03/10/2014

Benny and Jolene



Released June 2014 now available to buy. Starring Charlotte Ritchie, Craig Roberts, Rosamund Hanson, Dolly Wells / written & directed by Jamie Adams
This is the sort of small budget movie you’d normally find located somewhere in the United States probably starring Zooey Deschanel but instead we are in a damp looking Wales though the sentiments expressed are familiar enough. It works primarily because the setting is so different and Jamie Adams’ script and direction seem far more improvised than they probably were. The result is a film that leaves you with the impression you were actually there when the events happened.


Benny and Jolene are a folk duo in their early 20s who’ve known each other since schooldays and find themselves supposedly on the cusp of greatness. Yet this opens them up to outside influences and tensions while testing both their musical values and hitherto platonic friendship. It’s a story we’ve seen before in different forms though rarely as convincingly delivered. At its heart is the possibility of success, whether they even want it and what they have to do to attain it.
There’s a lot of humour, particularly during the first half of the film, as a gaggle of managers, producers and record company people seek to make their mark on the duo. Subtly each of them has a different outlook on what it is that makes the music work and how it might need to be changed. All the while Jolene becomes more receptive to their suggestions while Benny becomes increasingly irritated by them. This in turn starts to pick at their relationship which is one of those were everyone but the couple themselves can see they are really in love with each other.Through a series of amusing developments they become further apart from each other as their music starts to evolve too.

In the main roles both Charlotte Richie and Craig Roberts give excellent performances; you can believe in the character’s bonds and the strain they come under. Charlotte Ritchie’s Jolene is not so much quirky because that would be too simple, but driven by music so much so that she will seemingly do anything to pursue goals. She is prepared to compromise, without perhaps realising it, anything. So when she wants to write a song about sex, she fakes advances towards a befuddled Benny and the result is a sort of soft rap tune about his lack of response. Craig Roberts remains deadpan even when annoyed which provides an edgier undercurrent to what would otherwise be just a little too kooky and bizarre.
They are well supported too by a cast that includes Keiron Self as their actually useless but permanently optimistic manager and Rosamund Hanson as their assigned PR person Nadia who almost steals the film!

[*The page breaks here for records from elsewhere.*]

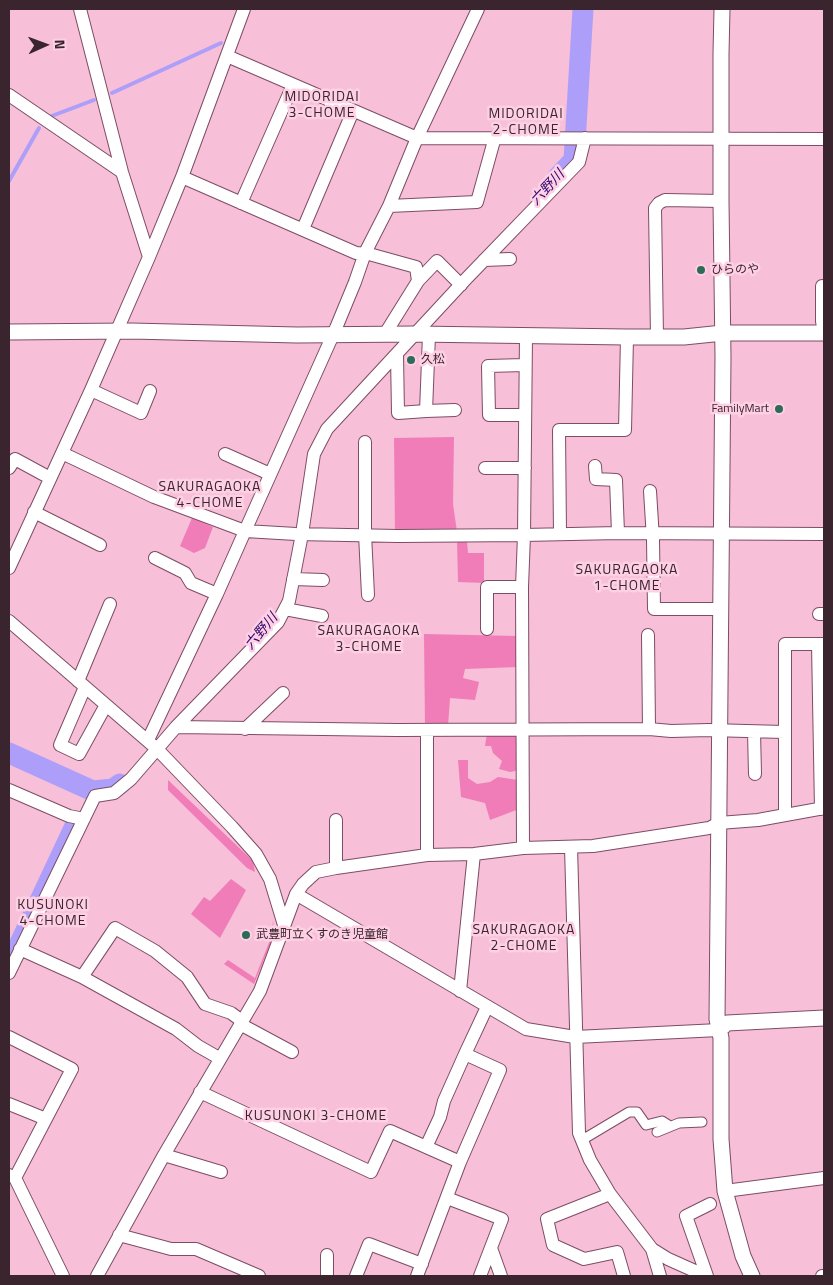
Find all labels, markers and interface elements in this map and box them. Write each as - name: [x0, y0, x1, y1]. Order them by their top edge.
- north arrow: [20, 20, 70, 70]
- text: N: [50, 39, 71, 50]
- district label: MIDORIDAI 3-CHOME: [283, 90, 361, 122]
- district label: MIDORIDAI 2-CHOME: [487, 107, 565, 140]
- water label: 六野川: [528, 167, 568, 209]
- place label: ひらのや: [711, 263, 759, 277]
- marker: ひらのや: [695, 264, 707, 276]
- place label: 久松: [421, 353, 445, 367]
- marker: 久松: [405, 354, 417, 366]
- place label: FamilyMart: [711, 402, 769, 416]
- marker: FamilyMart: [773, 403, 785, 415]
- district label: SAKURAGAOKA 4-CHOME: [157, 480, 263, 512]
- district label: SAKURAGAOKA 1-CHOME: [574, 563, 680, 596]
- water label: 六野川: [242, 611, 282, 653]
- district label: SAKURAGAOKA 3-CHOME: [316, 624, 422, 656]
- district label: KUSUNOKI 4-CHOME: [16, 898, 90, 930]
- district label: SAKURAGAOKA 2-CHOME: [471, 923, 577, 956]
- place label: 武豊町立くすのき児童館: [256, 928, 388, 942]
- marker: 武豊町立くすのき児童館: [240, 929, 252, 941]
- district label: KUSUNOKI 3-CHOME: [243, 1109, 389, 1125]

If it sounds like an out and out comedy, it’s not but the script is never too arch or knowing either. When the party travel to Wales for a poorly organised promotional trip the narrative becomes more serious though never tips over into melodrama. If anyone has a tantrum it’s a down to earth one.
Benny and Jolene is a gem of a film that successfully navigates its way through to a satisfying conclusion. Nothing big happens except of course what does happen means everything to the participants.